Bref, comme à son habitude et en conformité avec sa position doctrinaire, l’orientaliste ferait certainement du constat d’une période et d’une place, une généralité éternelle qui définirait non seulement des générations d’hommes et de femmes, mais aussi leur profonde essence. En tout cas, c’est ce que croirait l’Orientaliste (et ceux et celles qui, comme lui, pensent les réalités de l’homme en termes, principalement sinon exclusivement, essentialistes). 

Quoi qu’il en soit, qu’est-ce que ce quelque-chose-de-très-algérien (ou arabe, ou musulman, ou oriental) que Don Quichotte, selon la règle admise, refléterait ? Évidemment, le donquichottisme ! C’est-à-dire cette faculté de se faire héros en se créant des ennemis imaginaires à combattre. Sauf que, personnellement, je ne crois pas une seconde que cette faculté est le propre des Algériens (des Arabes, des Musulmans, des Orientaux). 

Je l’entends plutôt comme une tare qui, dans certaines circonstances, principalement lors d’une hypertrophie du moi, frappe certaines personnes, sans égard au siècle et la place dans lesquels elles vivent, ni à leur confession, ethnie ou niveau d’éducation. Je tenterai dans un article subséquent de donner des exemples concrets du donquichottisme tel que nous pouvons l’observer chez, non pas les musulmans d’ici, mais plus précisément certains musulmans d’ici. 

Et la singularité d’Alger annoncée au début du texte ? Deux façons de répondre à cette question. La première consiste à dire que la spécificité d’Alger est qu’elle nous a aidés à comprendre que les généralités ne nous informent en rien quant à ceux et à celles sur qui elles portent. De telles généralités disent par contre beaucoup de choses sur la mentalité de celui ou celle qui en fait l’usage (c’est là toute la leçon du livre de E. Saïd). 

La deuxième façon de répondre est, tout simplement, de soutenir que je n’ai pas à prouver la spécificité d’Alger. En effet, c’est l’évidence même, puisque je le soutiens et que, étant Algérien (ou arabe ou musulman), toute objection de votre part ferait de vous mon ennemi. C’est que, selon la théorie de l’Orientaliste, je suis un Oriental résidant en Occident ou, si vous préférez, un Occidental d’origine oriental. 

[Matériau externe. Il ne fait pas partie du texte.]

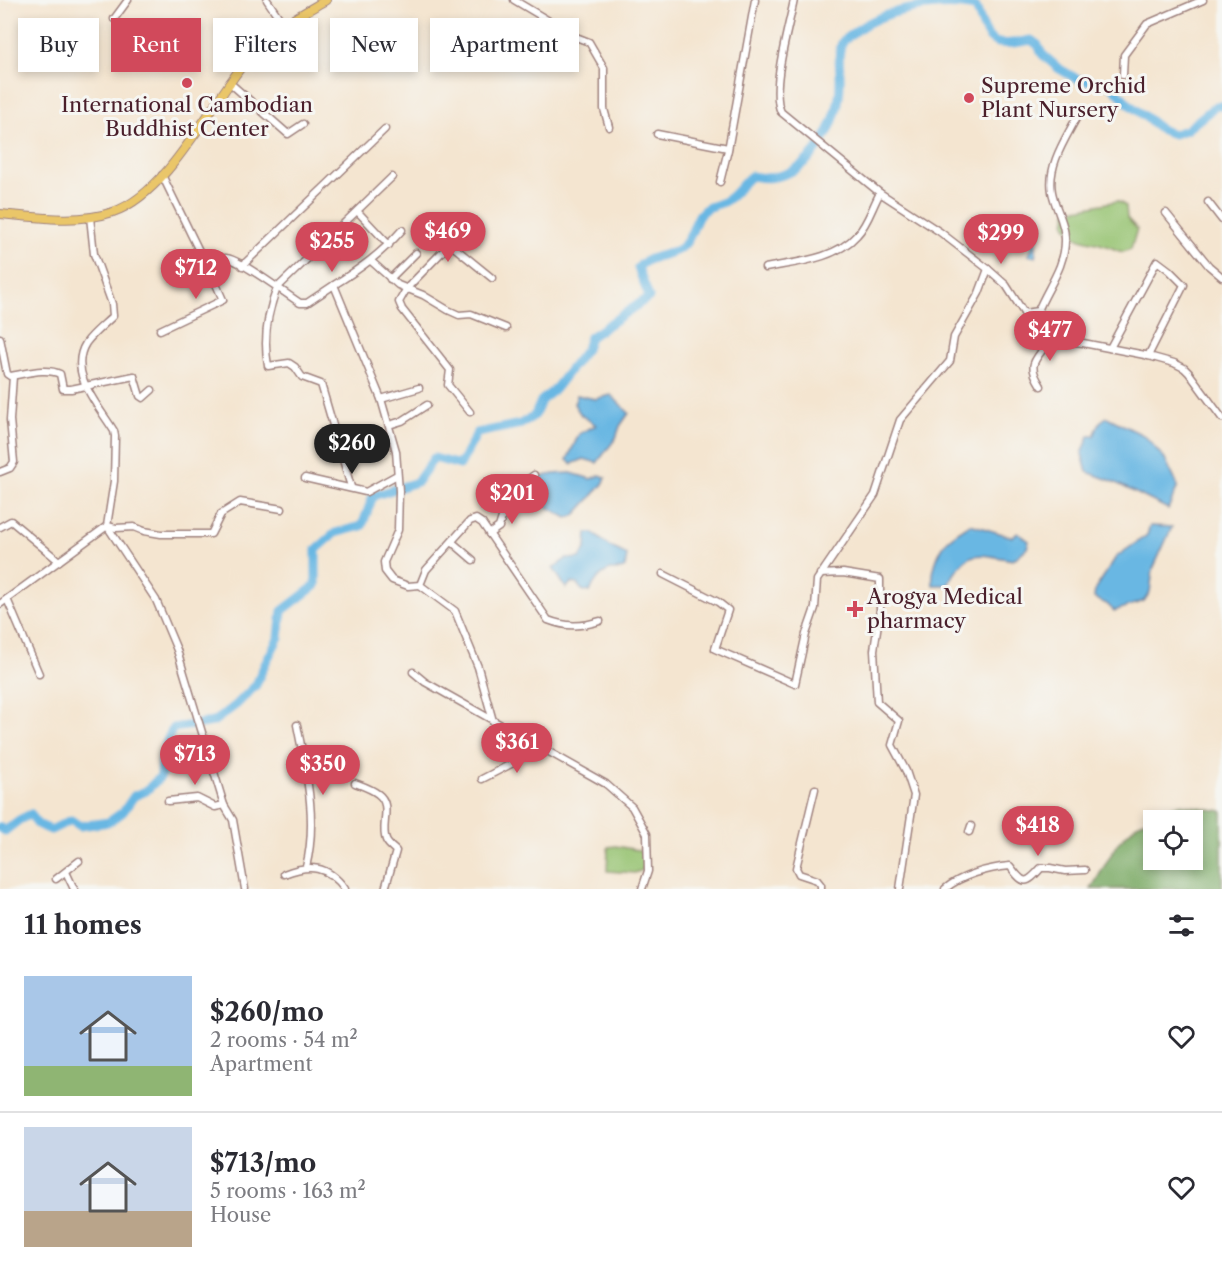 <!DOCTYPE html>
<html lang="en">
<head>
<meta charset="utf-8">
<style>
	:root { --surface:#fff; --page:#f2f2f3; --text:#2b2b33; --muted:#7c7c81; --line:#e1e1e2; --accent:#d1495b }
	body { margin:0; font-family:"Libre Caslon Text",serif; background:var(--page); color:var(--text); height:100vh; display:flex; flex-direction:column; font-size:22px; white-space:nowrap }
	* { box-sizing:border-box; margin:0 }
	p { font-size:20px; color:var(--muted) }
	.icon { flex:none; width:33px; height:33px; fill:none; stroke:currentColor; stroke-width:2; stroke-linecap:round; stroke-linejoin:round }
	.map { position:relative; height:889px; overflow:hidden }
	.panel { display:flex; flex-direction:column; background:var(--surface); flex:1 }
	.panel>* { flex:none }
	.banner { position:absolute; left:18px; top:18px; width:600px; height:54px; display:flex; gap:12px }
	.controls { position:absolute; left:1143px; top:810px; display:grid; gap:12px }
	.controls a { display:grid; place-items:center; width:60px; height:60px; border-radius:0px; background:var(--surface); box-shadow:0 3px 9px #0003; font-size:30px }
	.price { position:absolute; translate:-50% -51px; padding:0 14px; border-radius:21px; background:var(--accent); color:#fff; font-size:20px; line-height:39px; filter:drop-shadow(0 2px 3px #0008) }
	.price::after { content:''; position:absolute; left:50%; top:36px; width:18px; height:14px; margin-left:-9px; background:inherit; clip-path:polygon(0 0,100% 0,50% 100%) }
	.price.active { background:#222; color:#fff }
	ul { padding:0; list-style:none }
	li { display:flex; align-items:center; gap:18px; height:150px; padding:0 24px }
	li+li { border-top:2px solid var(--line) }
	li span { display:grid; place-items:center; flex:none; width:168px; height:120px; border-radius:0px; color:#555 }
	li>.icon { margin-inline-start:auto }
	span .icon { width:72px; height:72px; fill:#fffc; stroke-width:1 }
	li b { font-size:26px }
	h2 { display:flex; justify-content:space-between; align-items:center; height:72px; padding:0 24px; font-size:26px }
	.tag { padding:0 21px; border-radius:0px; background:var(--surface); box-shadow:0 3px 9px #0003; font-size:21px; line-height:54px }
	.tag.active { background:var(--accent); color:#fff }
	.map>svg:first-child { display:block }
	.green { fill:#95c270; stroke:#70704e; stroke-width:1.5 }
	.forest { fill:#78a862; stroke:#616446; stroke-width:1.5; fill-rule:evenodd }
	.water { fill:#69b7e3; stroke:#5a6b87; stroke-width:1.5 }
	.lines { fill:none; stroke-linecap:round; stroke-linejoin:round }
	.river { stroke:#69b7e3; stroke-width:9 }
	.minor-casing { stroke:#9f827e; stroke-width:9 }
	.major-casing { stroke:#9f827e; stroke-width:10 }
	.minor { stroke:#fff; stroke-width:6 }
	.major { stroke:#eac669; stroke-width:8 }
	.poi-dot { fill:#d1495b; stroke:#f6f6f2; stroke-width:2 }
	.labels { text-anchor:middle; stroke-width:6; stroke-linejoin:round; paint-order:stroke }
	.poi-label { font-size:21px; fill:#4a1f2b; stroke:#f6f6f2; text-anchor:start }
</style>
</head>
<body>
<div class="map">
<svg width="1222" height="889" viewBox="0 0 1222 889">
	<rect width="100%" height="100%" fill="#f6f6f2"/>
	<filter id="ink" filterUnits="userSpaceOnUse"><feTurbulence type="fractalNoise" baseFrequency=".0167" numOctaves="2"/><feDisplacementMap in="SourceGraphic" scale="12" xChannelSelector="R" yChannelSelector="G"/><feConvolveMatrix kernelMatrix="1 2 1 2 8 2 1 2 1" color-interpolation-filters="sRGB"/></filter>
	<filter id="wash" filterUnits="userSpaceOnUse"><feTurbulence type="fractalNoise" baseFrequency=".008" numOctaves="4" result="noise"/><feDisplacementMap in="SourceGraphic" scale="24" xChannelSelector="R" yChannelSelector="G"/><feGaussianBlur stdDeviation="1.35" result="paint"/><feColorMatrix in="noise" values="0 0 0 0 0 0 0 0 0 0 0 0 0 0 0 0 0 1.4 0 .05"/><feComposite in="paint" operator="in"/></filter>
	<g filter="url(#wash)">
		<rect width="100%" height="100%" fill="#f4e5d0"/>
		<g class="green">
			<path d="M 1117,201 L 1126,206 L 1127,218 L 1137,229 L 1131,249 L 1123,252 C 1116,250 1110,247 1103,245 C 1084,239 1077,243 1065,224 L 1067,211 Z"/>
			<polygon points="616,846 643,851 646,859 643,870 635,873 607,871 608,847"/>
		</g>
		<path class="forest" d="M 1178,804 L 1222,811 L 1222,889 L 1091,889 L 1117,844 L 1137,824 ZM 1154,820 L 1192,820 L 1192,860 L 1154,860 Z"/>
		<g class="water">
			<polygon points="1031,231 1040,232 1036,242 1036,257 1028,255 1033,245 1029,242 1023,242 1023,240 1031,235"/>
			<polygon points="577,395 595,399 611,395 629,413 620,426 616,438 597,463 584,459 572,464 567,460 579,434 596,425 581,415 574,404"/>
			<polygon points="1107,417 1145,436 1165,459 1178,486 1168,509 1112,481 1087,472 1082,454 1089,436 1094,436 1100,422"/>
			<path d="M 571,473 L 591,479 L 601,475 L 606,478 L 603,484 L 575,515 L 567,518 L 535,500 C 532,471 548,475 571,473 Z"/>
			<path d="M 970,524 L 1012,537 L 1018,533 L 1029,541 L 1027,548 L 1013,560 C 975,554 968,547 948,585 L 933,585 C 931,571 938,553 946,542 C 952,535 963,529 970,524 Z"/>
			<polygon points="1150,526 1172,527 1153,569 1150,592 1144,601 1114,611 1107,604 1094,598 1095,590 1116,557 1147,535"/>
			<path d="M 587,533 L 593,533 L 609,546 L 627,555 L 625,567 C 620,571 617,569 611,570 C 601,572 593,583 590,592 L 582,590 L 577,584 L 571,583 L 566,588 L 553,568 L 566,559 L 580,558 L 586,547 Z"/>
		</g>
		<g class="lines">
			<path class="river" d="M 0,827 L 5,831 L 19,820 L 31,814 L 37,824 L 51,830 L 71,820 L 80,826 L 109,822 L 123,812 L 134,796 L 146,791 L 161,776 C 161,758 164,744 173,728 L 213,722 L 236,705 L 256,685 L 264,666 L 279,637 L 282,611 L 316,585 L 316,550 L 335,533 L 362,526 L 373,496 L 417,482 L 434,458 L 460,465 L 477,433 L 521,424 L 535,415 L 541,401 L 555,389 L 586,349 L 590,337 L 649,297 L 638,268 C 648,255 665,257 679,249 C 692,241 692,226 700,214 C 707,204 720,206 728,199 C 737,193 742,183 751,176 C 758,177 767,179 774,177 C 815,170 840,121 840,82 C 841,70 836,53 843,41 C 845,38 851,35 853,33 C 883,9 939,0 976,7 C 989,45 990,48 1031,40 L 1038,45 L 1042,54 L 1058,68 L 1077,79 L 1111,85 L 1129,104 L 1162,130 L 1174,134 L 1186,130 L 1216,106 L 1222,106"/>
		</g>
	</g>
	<g filter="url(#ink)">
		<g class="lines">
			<g class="minor-casing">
				<g id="minor">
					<polyline points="267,0 284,25"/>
					<polyline points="514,0 576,37 589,42 604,68 604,109 609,127"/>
					<path d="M 794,0 C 789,26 770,90 781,112 L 880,193 L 940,232 L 988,269 L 1006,285 L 1024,313 L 1042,333 L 1050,339 L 1083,343 L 1145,355 L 1174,363 L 1184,368 L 1189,373 L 1222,418"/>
					<polyline points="114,19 128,0"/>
					<polyline points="1123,75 1124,55 1147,24 1203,0"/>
					<polyline points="230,83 288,134 303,124"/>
					<polyline points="657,134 728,148"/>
					<path d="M 162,175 L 203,259 C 214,262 217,258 226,258 C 240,259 286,294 300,303 L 307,303 L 334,285 L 381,399 L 396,451 L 399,491 L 398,530 L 384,562 L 385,571 L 392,580 L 408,586 L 420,585"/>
					<polyline points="720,182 728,150 755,0"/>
					<polyline points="1208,202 1222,220"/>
					<polyline points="358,212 389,245"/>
					<polyline points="1166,213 1209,266 1222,277"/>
					<path d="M 90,217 L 94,254 L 112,304 L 113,316 C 104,325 93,333 86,343 C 67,373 99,406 114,431 L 115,436 L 114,481 L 107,526 L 156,600 L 177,650 L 224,805 L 233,820 L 245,889"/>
					<polyline points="371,261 398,285 423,295 448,310 459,315 471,314 506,328"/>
					<polyline points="242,266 385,129"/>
					<path d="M 765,268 C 795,262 835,260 857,235 C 868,224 872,207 880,193"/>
					<polyline points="390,279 416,253"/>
					<path d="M 334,285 C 361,268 381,254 402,230"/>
					<path d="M 1024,313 L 1038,311 C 1047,288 1065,267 1065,241 C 1066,224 1055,208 1052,192 C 1047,164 1067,137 1079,113"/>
					<polyline points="160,330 223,300 205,259"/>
					<path d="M 0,338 L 7,374 L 10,376 C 25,374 46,367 60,374 L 63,389 L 71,389 L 134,376 L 140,396 L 143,398 L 152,390"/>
					<polyline points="1110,348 1157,261 1169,270 1184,285 1148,356"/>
					<path d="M 1041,386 C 1025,361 1037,361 1050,339"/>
					<polyline points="381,399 419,388"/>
					<polyline points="470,412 448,385 450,370 402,309 399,302 407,288 444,250 450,246 455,248 492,278"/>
					<polyline points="389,425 402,421 427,405"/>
					<polyline points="0,472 10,468 14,462 10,420 13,376"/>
					<polyline points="305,478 366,492 397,475"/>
					<path d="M 351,487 L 321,384 L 302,377 L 295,367 L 289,363 L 268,366 C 263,338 267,314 277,288 L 392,177"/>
					<polyline points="0,527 11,521 59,561"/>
					<polyline points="489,534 499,527 504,511 518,496 526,481 534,475"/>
					<polyline points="452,542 473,560"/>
					<polyline points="663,574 718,602 728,610 715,649 795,684 806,634 815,608 817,580 875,495 900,420 950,361 954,337 979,293 988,269"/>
					<polyline points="820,574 843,573 880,579 880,610 874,650 877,702 899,721 892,745 906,771 914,795 900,889"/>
					<polyline points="7,599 39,674"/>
					<polyline points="0,604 107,526 116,528 134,527 144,531 161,534 211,534 221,514 240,502 282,509"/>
					<polyline points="413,672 425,682 606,784 632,807 647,834 648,871 642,889"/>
					<path d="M 493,721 L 478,667 L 455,611 L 420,585 L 426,570 L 470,521 L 476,519 L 482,523 L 548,620 C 566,627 581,627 600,621"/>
					<path d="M 297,725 C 306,771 318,820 306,867"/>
					<polyline points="482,779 513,763 529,741"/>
					<path d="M 355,783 C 363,786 372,789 378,794 C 393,805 380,825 386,840 C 388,845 393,848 396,851 L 385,889"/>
					<polyline points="815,789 796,868 799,874 817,880 821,885 821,889"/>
					<polyline points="168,801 197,798 215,807 224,805"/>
					<polyline points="969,832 971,826"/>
					<polyline points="66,872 74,889"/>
					<path d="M 284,874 C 309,864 328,865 345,889"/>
					<polyline points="56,879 79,861"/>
					<path d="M 945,889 C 961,875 989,868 1010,866 C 1024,885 1026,885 1041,868 L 1050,868 L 1065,871 L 1085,870"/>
				</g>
			</g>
			<g class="major-casing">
				<path id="major" d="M 0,214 C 37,217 77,224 113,212 C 172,192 216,92 258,46 C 277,27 302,14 326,0"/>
			</g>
			<use href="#minor" class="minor"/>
			<use href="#major" class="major"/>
		</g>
	</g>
	<g class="poi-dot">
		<circle cx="187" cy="83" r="6"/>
		<circle cx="969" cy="98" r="6"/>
		<path d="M852 600h6v6h6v6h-6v6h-6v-6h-6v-6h6z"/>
	</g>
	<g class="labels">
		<g class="poi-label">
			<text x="981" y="93">Supreme Orchid<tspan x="981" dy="24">Plant Nursery</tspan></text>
			<text x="187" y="112" text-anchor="middle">International Cambodian<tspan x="187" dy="24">Buddhist Center</tspan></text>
			<text x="867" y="604">Arogya Medical<tspan x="867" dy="24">pharmacy</tspan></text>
		</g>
	</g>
</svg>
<div class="controls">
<a><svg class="icon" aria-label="locate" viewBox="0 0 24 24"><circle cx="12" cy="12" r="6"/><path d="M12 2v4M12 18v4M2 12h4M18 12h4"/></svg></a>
</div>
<b class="price" style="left:448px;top:263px">$469</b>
<b class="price" style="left:1001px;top:265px">$299</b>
<b class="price" style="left:332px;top:273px">$255</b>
<b class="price" style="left:196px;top:300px">$712</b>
<b class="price" style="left:1050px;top:362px">$477</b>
<b class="price active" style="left:352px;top:475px">$260</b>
<b class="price" style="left:512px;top:525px">$201</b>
<b class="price" style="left:517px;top:774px">$361</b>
<b class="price" style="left:195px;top:786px">$713</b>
<b class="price" style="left:323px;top:796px">$350</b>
<b class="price" style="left:1038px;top:857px">$418</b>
<div class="banner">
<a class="tag">Buy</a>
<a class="tag active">Rent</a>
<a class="tag">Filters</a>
<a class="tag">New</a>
<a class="tag">Apartment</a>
</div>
</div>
<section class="panel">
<h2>11 homes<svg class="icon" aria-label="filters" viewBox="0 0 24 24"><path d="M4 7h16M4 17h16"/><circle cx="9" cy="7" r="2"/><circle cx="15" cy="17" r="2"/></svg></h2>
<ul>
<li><span style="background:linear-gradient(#a9c7e8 75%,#8fb573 0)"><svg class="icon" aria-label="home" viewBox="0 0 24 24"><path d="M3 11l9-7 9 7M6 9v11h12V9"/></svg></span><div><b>$260/mo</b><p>2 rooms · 54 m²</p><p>Apartment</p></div><svg class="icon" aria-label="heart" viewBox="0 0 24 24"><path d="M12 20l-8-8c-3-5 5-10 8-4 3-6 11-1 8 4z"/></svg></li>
<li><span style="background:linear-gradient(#c9d6e8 70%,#b9a48a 0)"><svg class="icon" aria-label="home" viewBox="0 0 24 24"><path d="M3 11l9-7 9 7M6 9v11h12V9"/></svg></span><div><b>$713/mo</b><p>5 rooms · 163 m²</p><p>House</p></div><svg class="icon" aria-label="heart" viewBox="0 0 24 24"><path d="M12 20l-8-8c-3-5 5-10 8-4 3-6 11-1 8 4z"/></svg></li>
</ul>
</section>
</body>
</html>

Selon la deuxième théorie, celle que je préfère personnellement, je n’ai pas besoin de prouver ce que je soutiens parce que, tout simplement, je suis un individu imbu de sa personne parlant à des Algériens (ou des arabes ou des musulmans). Paradoxalement, si vous y réfléchissez bien, vous trouverez cette deuxième explication plus inclusive, au bénéfice de nos coreligionnaires d’origine locale, ainsi que ceux et celles  qui se qualifient de deuxième génération, qui pourraient, tout aussi bien que quiconque, souffrir non seulement de donquichottisme, mais aussi de cette autosuffisance qui considère le débat contradictoire intracommunautaire superflu. 

Car ceux et celles qui ne voient pas ce que je vois, ou le voient mais l’interprètent différemment, sont ou bien malhonnêtes, ou bien malades mentaux. Évidemment, l’Orientaliste (mais pas seulement) fermerait la boucle en disant que cette perversité (qu’elle soit éthique ou pathologique) est d’abord et avant tout ethnique ou culturelle, parce qu’« ils sont algériens, arabes, musulmans » ou parce qu’« ils viennent de là-bas », ce qui revient au même.